Berna Kavaklı – Ceza Hukukçusu Dr Günal Kurşun Röportaj

Türkiye’nin insan hakları konusundaki ihtiyacı olan tek problemi bekçilere insan hakları eğitiminin verilmesi mi?

Ceza Hukukçusu Dr Günal Kurşun ‘’Bir kere devletin bireylerin hak ve hürriyetlerini koruma mükellefiyetine vurgu yapılıyor ama bu mükellefiyetlerin yerine getirilmesi için hiçbir şeyin yapılmadığını görüyoruz...’’

Ak Parti’nin Hukuk Reformu Paketi’nin dördüncü ayağı olan İnsan Hakları’na Dair Eylem Planı’nın Taslağını, Ceza Hukukçusu Dr Günal Kurşun KHK TV’den Berna Kavaklı’ya değerlendirdi.

Görünen O Ki Adaletin Kilometrelerce Uzağındayız

Geçtiğimiz günlerde Adalet Bakanı Abdülhamit Gül’ün Ak Parti MYK’sına sunumunu gerçekleştirdiği Reform Paketi’nin İnsan Hakları Eylem Planı Taslağını değerlendiren Dr Günal Kurşun ‘’Bizim de hasretle beklediğimiz bir paketti.
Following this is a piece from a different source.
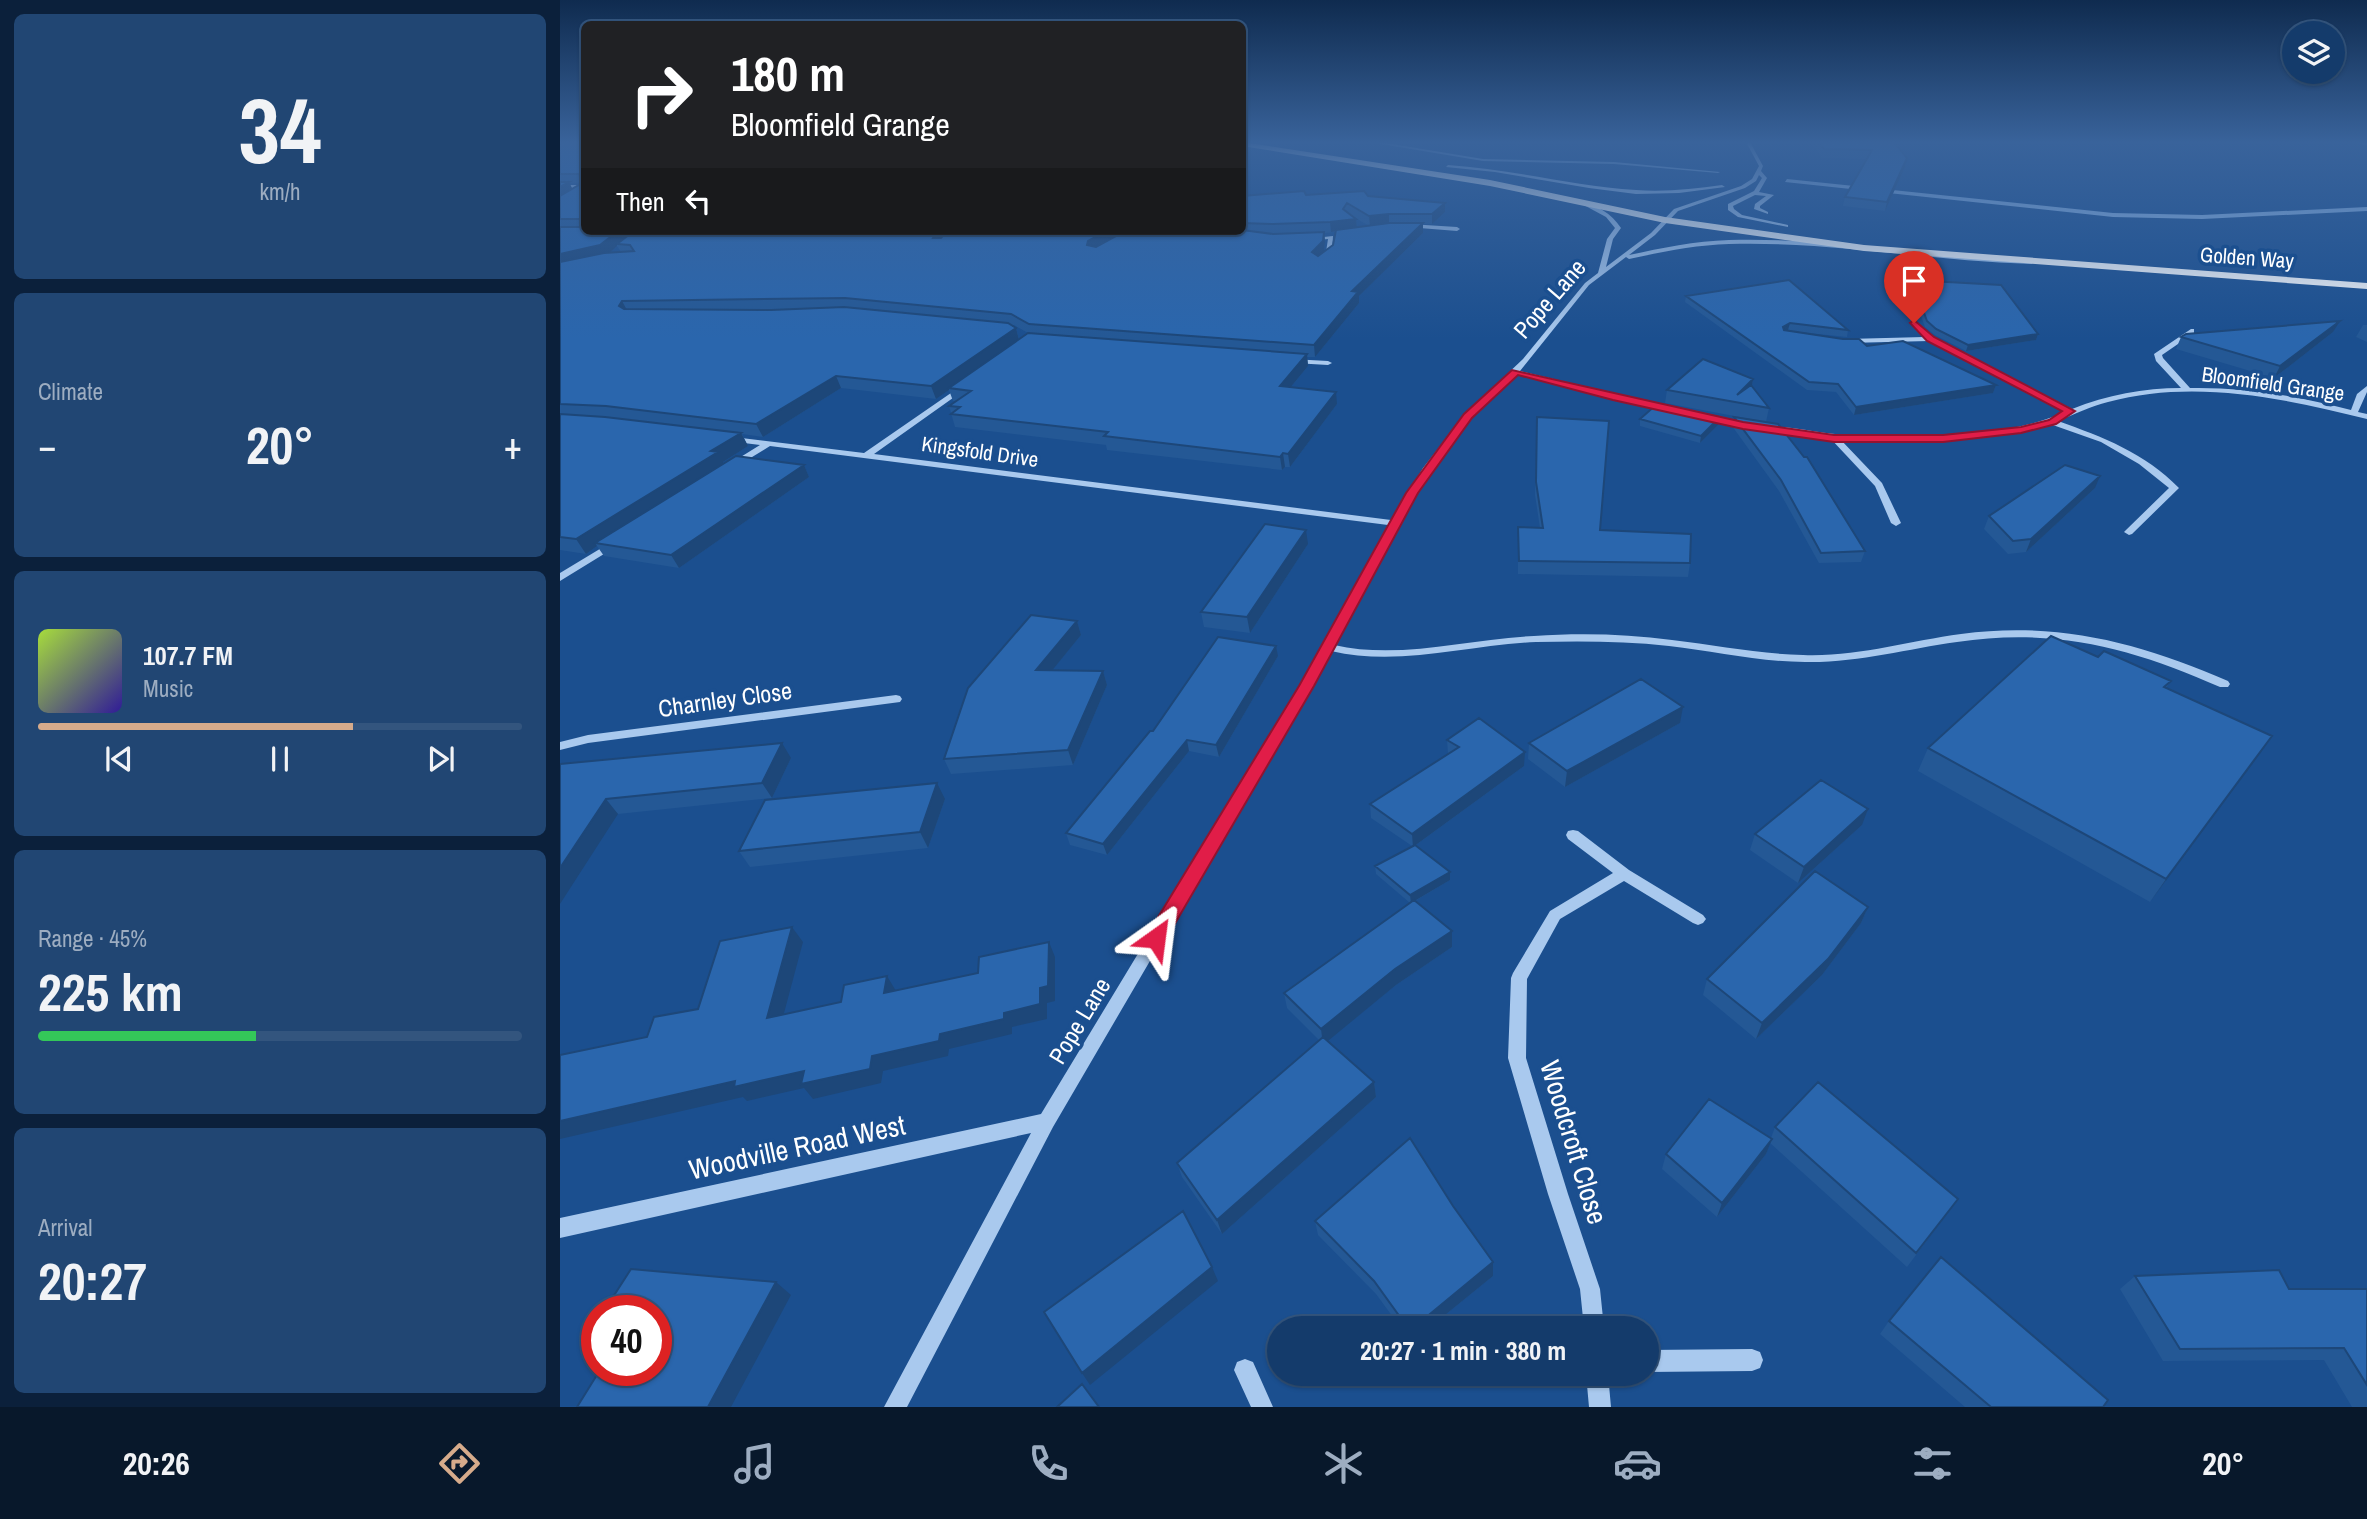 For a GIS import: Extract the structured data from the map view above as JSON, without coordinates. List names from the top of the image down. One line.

Dilerim insanlar için gerçekten fayda sağlayacak, hakikaten reform oluşturacak eylem ya da işlemler yapılır. Ancak bunun kilometrelerce uzağında olduğunu görüyorum. İçeriğine baktığımız zaman aslında dostlar alışverişte görsün yaklaşımında olduğu görülüyor. Bir kere devletin bireylerin hak ve hürriyetlerini koruma mükellefiyetine vurgu yapılıyor ama bu mükellefiyetlerin yerine getirilmesi için hiçbir şeyin yapılmadığını görüyoruz’’ dedi. Bekçilere insan hakları eğitiminin dev reform olarak sunulduğunu ekleyen Hukukçu Kurşun ‘’Sanki Türkiye’nin insan hakları konusundaki ihtiyacı olan tek problemi bekçilere insan hakları eğitiminin verilmesiymiş de bunu gidermeye yönelik bir eylemde bulunulacakmış gibi prezente edilmiş’’ ifadelerini kullandı.

İhtiyaç Olan Yargı Reformu Bu Değil

OHAL KHK’ları döneminde yüzbinlerce insanın işlerinden atıldığının ve kurulan OHAL Komisyonu’nun ne kadar hukuki olduğunun tartışılacağının altını çizen Dr Kurşun ‘’Komisyonun kararlarının yüzde doksanı ret, yüzde onu işe iade olarak çıkıyor. İade edilenlerin de ne ölçüde işe iade edildikleri tartışmalı. Ve hala on binlerce insan komisyonun kararını beklemekte. Ama sevgili iktidar partisi bekçilere insan hakları eğitimi vererek bürün bu problemin üstesinden gelebileceğini inanıyor olmalı ki böyle bir dev reform paketi açıklıyor’’ diye konuştu. Kurşun, kadın ve hayvan hakları, gıda güvenliği, erkeğe boşanma ayarı,.. Taslağın içerisinde kimsenin karşı çıkmayacağı, topluma faydalı, candan desteklenecek maddelerin de olduğunu fakat ihtiyaç olan insan hakları reformu, yargı reformunun bu olmadığını, bugün binlerce insanın cezaevinde olduğunu, yapımı devam eden ve biten cezaevlerinin bulunduğunu ve bu cezaevlerine kimler gireceğini merak ettiğini söyledi.

Bırakıp Gidin

İktidarın üç yüz bin üyeli terör örgütünden bahsettiğini belirten Hukukçu ‘’Ülkede üç yüz bin üyeli bir terör örgütü varsa bence bırakıp gidin. Terör örgütü kavramını bu kadar geniş kullanan ve yardım yataklığı maksimum genişleten, terör örgütü propagandasının yapılmasını olabilecek en ileri noktalara teşmil eden bir hukuk düzenini düzeltmek yerine son derece palyetif çözümlerle uğraşmışlar’’ dedi. İktidarın yürürlükteki hukuk politikalarına da atıfta bulunarak AKP iktidarının tüm toplum tabanına yayılacak bir yargı reformu yapsa da pratiğe koymayacağını söyleyen Dr Kurşun ‘’Türkiye’de gözaltında kayıplar yaygın ve sistematik bir hale geldi. Bunlar 90lı yılların ilk yarısındaki karanlık günleri hatırlatıyor bize. Ülkenin ve hukuk sisteminin geldiği nokta adına çok üzülüyorum’’ diyerek ‘’Adalet ve Kalkınma Partisi sivil toplumla bütün bağlantısını kesmiş bir görüntü arz ediyor’’ sözlerine ekledi.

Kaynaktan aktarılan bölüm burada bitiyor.